Juiz revela esquema de compra de votos que envolvem emendas, obras superfaturadas e arranjos políticos

Juiz revela esquema de compra de votos que envolvem emendas, obras superfaturadas e arranjos políticos

O juiz Marlon Jacinto Reis, um dos criadores do Movimento de Combate à Corrupção Eleitoral e incentivador da Lei da ficha Limpa e do Projeto de Lei que visa promover a Reforma Política e eleitoral no País, revelou em seu recente livro “Nobre Deputado” como acontece o esquema de compra de votos no país. Reis está no estado para o lançamento do livro em campanha feita pela Escola Judiciária Eleitoral da Paraíba.

Segundo o juiz, o livro tem duas partes. “Eu percebi que havia dois momentos. Uma é como se obtêm dinheiro para campanha e outro como se transforma esse dinheiro em voto. Aí que entra a compra do voto”, pontua.
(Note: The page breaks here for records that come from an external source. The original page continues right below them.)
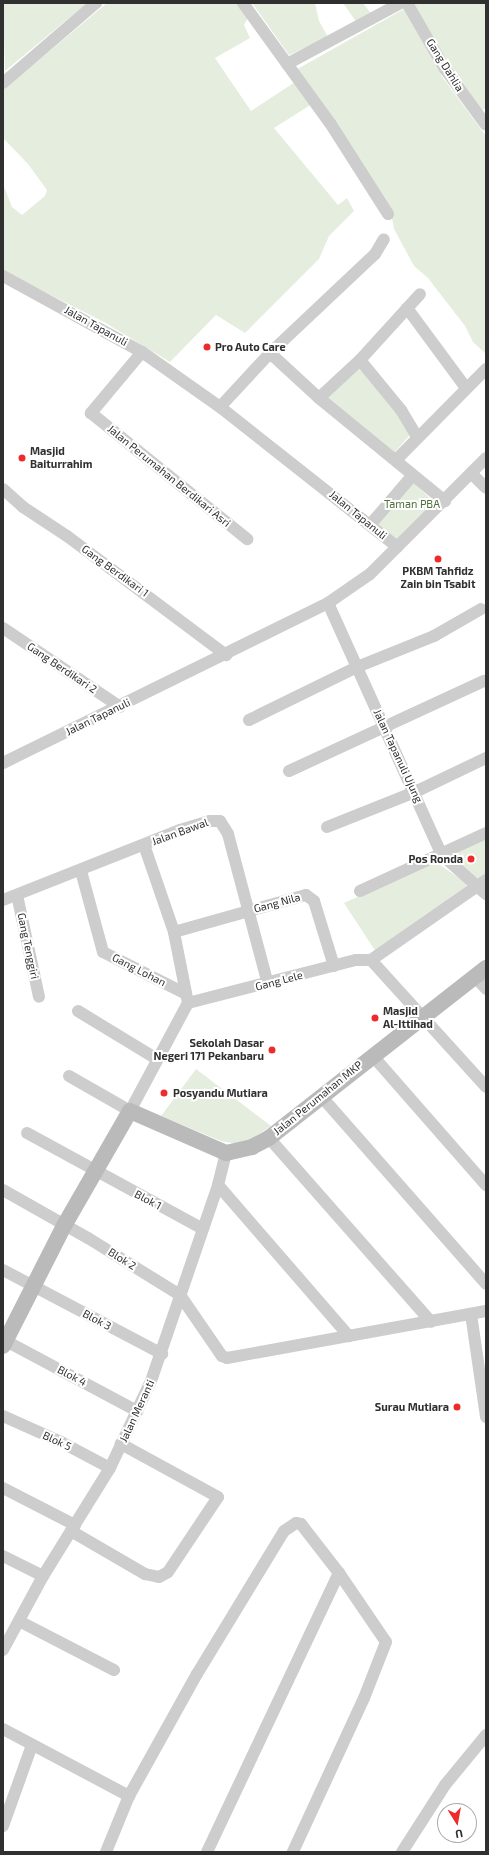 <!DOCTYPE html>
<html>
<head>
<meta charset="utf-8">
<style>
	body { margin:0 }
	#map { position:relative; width:489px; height:1855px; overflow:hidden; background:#fff; font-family:"Exo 2",sans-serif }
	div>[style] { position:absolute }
	.green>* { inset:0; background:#e5eede; transform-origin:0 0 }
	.street>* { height:12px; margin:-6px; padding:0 6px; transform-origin:6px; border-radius:6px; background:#cdcdcd }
	.secondary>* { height:16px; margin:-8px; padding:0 8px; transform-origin:8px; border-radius:8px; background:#bababa }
	.dots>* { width:11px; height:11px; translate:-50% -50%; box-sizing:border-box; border:2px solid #fff; border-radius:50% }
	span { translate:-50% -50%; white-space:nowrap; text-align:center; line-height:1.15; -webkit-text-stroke:4px #fff; paint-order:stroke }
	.street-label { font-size:11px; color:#303030 }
	.poi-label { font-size:11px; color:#303030; font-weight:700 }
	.left { translate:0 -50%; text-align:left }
	.right { translate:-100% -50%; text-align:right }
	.park-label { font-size:11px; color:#4f6f3b }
	.frame { position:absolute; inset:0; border:4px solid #303030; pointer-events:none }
	.north { position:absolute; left:437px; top:1803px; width:40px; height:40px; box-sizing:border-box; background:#fff; border:1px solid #acacac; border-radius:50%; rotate:169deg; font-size:11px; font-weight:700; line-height:16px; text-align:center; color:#303030 }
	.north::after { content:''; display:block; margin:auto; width:14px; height:18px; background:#ee2b2c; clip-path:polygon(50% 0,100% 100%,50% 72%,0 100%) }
</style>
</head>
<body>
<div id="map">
	<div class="green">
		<div style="clip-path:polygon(3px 3px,87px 3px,5px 71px)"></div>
		<div style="clip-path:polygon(107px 3px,239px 3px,249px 16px,244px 25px,250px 38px,215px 58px,251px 111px,295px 82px,312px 104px,274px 128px,338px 205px,347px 198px,354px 211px,329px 236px,319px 259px,245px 333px,216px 315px,170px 362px,104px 322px,3px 271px,3px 184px,12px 207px,22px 215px,45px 196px,47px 190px,28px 164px,3px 138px,3px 90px)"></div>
		<div style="clip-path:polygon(252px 3px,315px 3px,319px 21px,328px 37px,289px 55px)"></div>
		<div style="clip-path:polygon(343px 3px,363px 3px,373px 16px,357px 23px)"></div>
		<div style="clip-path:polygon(412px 3px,486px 3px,486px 108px,481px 111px,451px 71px)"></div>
		<div style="clip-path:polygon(404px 9px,443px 78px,486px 136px,486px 354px,473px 342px,465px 326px,428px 278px,414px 266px,394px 229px,391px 212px,292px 72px)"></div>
		<div style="clip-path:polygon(360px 367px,410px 428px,411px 434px,393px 454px,328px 398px,329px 394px)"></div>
		<div style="left:412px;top:481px;width:30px;height:55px;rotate:44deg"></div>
		<div style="clip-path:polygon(486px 836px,486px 874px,478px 881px,450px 854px)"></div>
		<div style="clip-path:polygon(436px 862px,463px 881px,467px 885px,465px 890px,376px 952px,344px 903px)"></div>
		<div style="clip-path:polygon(196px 1069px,271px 1126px,243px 1145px,221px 1141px,161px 1116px)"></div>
	</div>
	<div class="street">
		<div style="left:243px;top:3px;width:148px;rotate:54.1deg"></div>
		<div style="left:330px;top:123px;width:108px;rotate:57.5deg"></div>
		<div style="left:407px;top:3px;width:76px;rotate:60.1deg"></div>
		<div style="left:445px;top:69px;width:69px;rotate:53.8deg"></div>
		<div style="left:287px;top:64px;width:129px;rotate:-28.2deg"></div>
		<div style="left:3px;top:83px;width:123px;rotate:-40.7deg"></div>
		<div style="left:3px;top:276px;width:158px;rotate:28.7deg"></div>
		<div style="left:142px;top:352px;width:95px;rotate:35.2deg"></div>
		<div style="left:220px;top:407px;width:226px;rotate:38.3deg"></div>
		<div style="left:407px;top:308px;width:99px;rotate:53.6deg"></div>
		<div style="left:142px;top:352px;width:80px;rotate:129.9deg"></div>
		<div style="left:91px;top:413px;width:201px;rotate:38.9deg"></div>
		<div style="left:270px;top:353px;width:67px;rotate:42.6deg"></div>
		<div style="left:319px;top:398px;width:163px;rotate:39.3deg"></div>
		<div style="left:360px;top:360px;width:65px;rotate:50.6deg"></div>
		<div style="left:401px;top:410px;width:31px;rotate:59deg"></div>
		<div style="left:319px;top:398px;width:56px;rotate:-42.8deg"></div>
		<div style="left:360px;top:360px;width:89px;rotate:-47.7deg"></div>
		<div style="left:220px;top:407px;width:74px;rotate:-47.2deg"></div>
		<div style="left:270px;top:353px;width:144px;rotate:-43.3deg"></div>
		<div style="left:375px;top:254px;width:17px;rotate:-59deg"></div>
		<div style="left:396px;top:460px;width:128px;rotate:-45.3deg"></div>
		<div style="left:471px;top:473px;width:21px;rotate:45deg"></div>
		<div style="left:3px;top:489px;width:27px;rotate:42deg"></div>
		<div style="left:23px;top:507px;width:53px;rotate:33.4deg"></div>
		<div style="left:67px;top:536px;width:199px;rotate:36.8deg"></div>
		<div style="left:370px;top:525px;width:65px;rotate:-49.4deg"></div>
		<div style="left:328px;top:603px;width:277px;rotate:65.7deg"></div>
		<div style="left:442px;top:855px;width:59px;rotate:41.6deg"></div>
		<div style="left:3px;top:628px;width:141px;rotate:34deg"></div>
		<div style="left:249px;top:720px;width:120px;rotate:-26.1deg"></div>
		<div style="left:357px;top:667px;width:83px;rotate:-21.9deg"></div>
		<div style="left:434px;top:636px;width:54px;rotate:-29.9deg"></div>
		<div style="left:3px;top:763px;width:362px;rotate:-26.2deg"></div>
		<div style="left:328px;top:603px;width:51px;rotate:-34.6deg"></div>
		<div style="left:370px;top:574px;width:164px;rotate:-45deg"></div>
		<div style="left:289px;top:771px;width:215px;rotate:-24.8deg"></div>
		<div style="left:327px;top:827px;width:95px;rotate:-21.7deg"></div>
		<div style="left:415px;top:792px;width:79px;rotate:-25.6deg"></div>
		<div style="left:81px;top:871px;width:84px;rotate:74.8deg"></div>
		<div style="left:103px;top:952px;width:93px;rotate:26.8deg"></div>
		<div style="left:360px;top:891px;width:139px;rotate:-24.7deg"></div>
		<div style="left:17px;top:895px;width:104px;rotate:77.8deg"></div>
		<div style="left:3px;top:900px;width:190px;rotate:-21.6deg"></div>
		<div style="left:180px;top:830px;width:31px;rotate:-17deg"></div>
		<div style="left:210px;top:821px;width:10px"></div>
		<div style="left:220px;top:821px;width:15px;rotate:58deg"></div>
		<div style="left:228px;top:834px;width:155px;rotate:75.1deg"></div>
		<div style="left:174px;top:932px;width:137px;rotate:-15.7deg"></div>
		<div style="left:306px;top:895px;width:10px;rotate:37deg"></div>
		<div style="left:314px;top:901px;width:68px;rotate:72.9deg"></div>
		<div style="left:371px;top:960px;width:171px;rotate:47.8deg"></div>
		<div style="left:371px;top:960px;width:140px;rotate:-34.8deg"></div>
		<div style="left:475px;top:977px;width:16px;rotate:47deg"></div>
		<div style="left:188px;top:1003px;width:173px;rotate:-14.4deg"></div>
		<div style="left:356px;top:960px;width:15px"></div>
		<div style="left:78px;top:1011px;width:92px;rotate:31.3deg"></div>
		<div style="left:372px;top:1055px;width:173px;rotate:48.8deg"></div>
		<div style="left:69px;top:1076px;width:70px;rotate:29.8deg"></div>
		<div style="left:130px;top:1111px;width:123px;rotate:-61.8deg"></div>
		<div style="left:188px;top:1003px;width:72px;rotate:-101.2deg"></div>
		<div style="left:174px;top:932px;width:92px;rotate:-109deg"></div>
		<div style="left:321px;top:1096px;width:250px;rotate:48.7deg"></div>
		<div style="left:27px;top:1133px;width:200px;rotate:28.6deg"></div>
		<div style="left:269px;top:1138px;width:245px;rotate:48.6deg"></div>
		<div style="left:218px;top:1185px;width:200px;rotate:49.1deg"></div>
		<div style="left:3px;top:1190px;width:98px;rotate:29.5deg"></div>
		<div style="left:88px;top:1238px;width:108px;rotate:31.8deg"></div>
		<div style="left:180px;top:1295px;width:74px;rotate:55.5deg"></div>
		<div style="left:222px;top:1356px;width:5px;rotate:22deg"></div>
		<div style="left:227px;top:1358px;width:263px;rotate:-10.3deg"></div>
		<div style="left:3px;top:1270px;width:180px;rotate:27.8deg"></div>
		<div style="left:471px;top:1314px;width:104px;rotate:81.7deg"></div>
		<div style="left:6px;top:1341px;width:149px;rotate:28.1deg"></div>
		<div style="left:3px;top:1416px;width:64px;rotate:24.1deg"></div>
		<div style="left:61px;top:1442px;width:55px;rotate:28deg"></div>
		<div style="left:3px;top:1488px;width:81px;rotate:27.2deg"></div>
		<div style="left:71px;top:1531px;width:86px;rotate:30.2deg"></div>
		<div style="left:145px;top:1574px;width:14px;rotate:12deg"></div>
		<div style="left:159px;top:1577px;width:10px;rotate:-29deg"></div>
		<div style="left:168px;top:1572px;width:90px;rotate:-56.3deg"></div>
		<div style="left:218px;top:1497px;width:111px;rotate:-151.3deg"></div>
		<div style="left:3px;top:1556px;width:45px;rotate:26.6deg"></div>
		<div style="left:19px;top:1621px;width:107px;rotate:27.3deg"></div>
		<div style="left:3px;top:1650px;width:84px;rotate:-61.6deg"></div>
		<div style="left:43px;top:1576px;width:127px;rotate:-58.2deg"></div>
		<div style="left:110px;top:1468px;width:96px;rotate:-64.8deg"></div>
		<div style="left:151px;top:1381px;width:207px;rotate:-71.1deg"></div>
		<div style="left:218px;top:1185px;width:33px;rotate:-76deg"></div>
		<div style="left:3px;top:1729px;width:143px;rotate:28deg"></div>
		<div style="left:3px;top:1826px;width:86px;rotate:-70.3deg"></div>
		<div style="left:106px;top:1852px;width:61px;rotate:-67.7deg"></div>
		<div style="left:129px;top:1796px;width:140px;rotate:-60.9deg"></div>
		<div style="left:197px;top:1674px;width:167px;rotate:-58.7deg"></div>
		<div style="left:284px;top:1531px;width:14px;rotate:-34deg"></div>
		<div style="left:296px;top:1523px;width:5px;rotate:11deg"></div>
		<div style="left:301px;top:1524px;width:62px;rotate:52.2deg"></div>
		<div style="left:339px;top:1573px;width:83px;rotate:55.7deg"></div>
		<div style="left:386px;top:1642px;width:60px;rotate:111.4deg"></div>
		<div style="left:364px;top:1698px;width:170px;rotate:114.8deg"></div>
		<div style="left:207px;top:1852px;width:309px;rotate:-64.7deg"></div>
		<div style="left:402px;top:1852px;width:80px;rotate:-57.3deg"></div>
		<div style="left:445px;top:1785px;width:65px;rotate:-50.6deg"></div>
	</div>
	<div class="secondary">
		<div style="left:3px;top:1346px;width:137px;rotate:-63.1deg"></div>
		<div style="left:65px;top:1224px;width:130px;rotate:-60.1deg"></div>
		<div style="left:130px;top:1111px;width:105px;rotate:23.6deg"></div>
		<div style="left:226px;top:1153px;width:27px;rotate:-13deg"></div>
		<div style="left:252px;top:1147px;width:19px;rotate:-28deg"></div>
		<div style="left:269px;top:1138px;width:276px;rotate:-38.1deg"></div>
	</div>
	<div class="dots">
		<div style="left:207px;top:347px;background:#ee2b2c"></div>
		<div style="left:22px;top:458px;background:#ee2b2c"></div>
		<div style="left:438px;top:559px;background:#ee2b2c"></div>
		<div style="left:471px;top:859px;background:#ee2b2c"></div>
		<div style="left:375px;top:1018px;background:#ee2b2c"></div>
		<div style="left:272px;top:1050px;background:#ee2b2c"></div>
		<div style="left:164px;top:1093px;background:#ee2b2c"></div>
		<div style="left:457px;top:1407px;background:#ee2b2c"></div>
	</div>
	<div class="street-label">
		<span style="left:445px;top:65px;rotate:58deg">Gang Dahlia</span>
		<span style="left:96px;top:326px;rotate:29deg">Jalan Tapanuli</span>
		<span style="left:169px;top:476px;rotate:39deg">Jalan Perumahan Berdikari Asri</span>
		<span style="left:358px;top:515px;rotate:39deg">Jalan Tapanuli</span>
		<span style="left:115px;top:571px;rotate:36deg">Gang Berdikari 1</span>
		<span style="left:62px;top:668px;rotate:34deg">Gang Berdikari 2</span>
		<span style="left:98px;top:717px;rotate:-26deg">Jalan Tapanuli</span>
		<span style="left:398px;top:756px;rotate:65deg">Jalan Tapanuli Ujung</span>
		<span style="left:180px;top:832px;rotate:-20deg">Jalan Bawal</span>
		<span style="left:277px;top:903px;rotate:-15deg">Gang Nila</span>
		<span style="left:28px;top:946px;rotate:78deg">Gang Tenggiri</span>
		<span style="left:139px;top:970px;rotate:27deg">Gang Lohan</span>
		<span style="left:279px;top:981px;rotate:-15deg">Gang Lele</span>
		<span style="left:318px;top:1098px;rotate:-39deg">Jalan Perumahan MKP</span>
		<span style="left:148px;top:1200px;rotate:28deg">Blok 1</span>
		<span style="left:122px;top:1259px;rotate:32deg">Blok 2</span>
		<span style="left:97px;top:1320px;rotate:28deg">Blok 3</span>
		<span style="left:72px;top:1376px;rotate:28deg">Blok 4</span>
		<span style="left:137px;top:1411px;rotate:-65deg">Jalan Meranti</span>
		<span style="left:57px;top:1441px;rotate:25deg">Blok 5</span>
	</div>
	<div class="poi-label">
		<span class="left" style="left:215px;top:347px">Pro Auto Care</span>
		<span class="left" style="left:30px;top:458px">Masjid<br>Baiturrahim</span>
		<span style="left:438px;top:578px">PKBM Tahfidz<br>Zain bin Tsabit</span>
		<span class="right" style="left:463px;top:859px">Pos Ronda</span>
		<span class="left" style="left:383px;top:1018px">Masjid<br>Al-Ittihad</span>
		<span class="right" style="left:264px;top:1050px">Sekolah Dasar<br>Negeri 171 Pekanbaru</span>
		<span class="left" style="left:173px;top:1093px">Posyandu Mutiara</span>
		<span class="right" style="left:449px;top:1407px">Surau Mutiara</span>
	</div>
	<div class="park-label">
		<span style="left:412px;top:504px">Taman PBA</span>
	</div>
	<div class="frame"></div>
	<div class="north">U</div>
</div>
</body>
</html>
“Há deputados que pegam emendas parlamentares e exigem que no mínimo 20% vá para eles”, contou o juiz que explica. Após ser eleito o deputado faz emenda para a cidade e quando a verba chega na conta do Prefeitura exige o pagamento de 25% em dinheiro.

Em outro caso, o juiz revelou que um deputado ofereceu 25% da emenda para o prefeito e 75% para o deputado. “Os 25% era uma espécie de cala boca e não haveria obra alguma”, diz.

Outras formas de pagamento nas compras de votos seriam licitações fraudulentas, as doações feitas por empresas, que na verdade seria espécies de antecipações que mais tarde seriam devolvidas multiplicadas várias vezes.

Reis conta que a compra do voto não é simples, como normalmente se imagina e nenhum candidato chega abertamente pagando pelo voto do eleitor.

“Um candidato a deputado federal não chega oferecendo dinheiro. A compra do voto entra com a compra do apoio político. Ele paga ao chefe local que garante que irá arrumar tantos votos. Tem uma espécie de código de ética. O dinheiro é pago para a ‘estrutura da campanha’, o chefe local diz que vai precisar de cerca de R$ 500 mil. Neste dinheiro está cotado o valor da gasolina da carreata, o pagamento dos fiscais, o dinheiro que será dado ao eleitor, e a remuneração dele (do chefe local). Ganha o voto da comunidade quem conseguiu comprar o cara com mais dinheiro”, ressalta o juiz.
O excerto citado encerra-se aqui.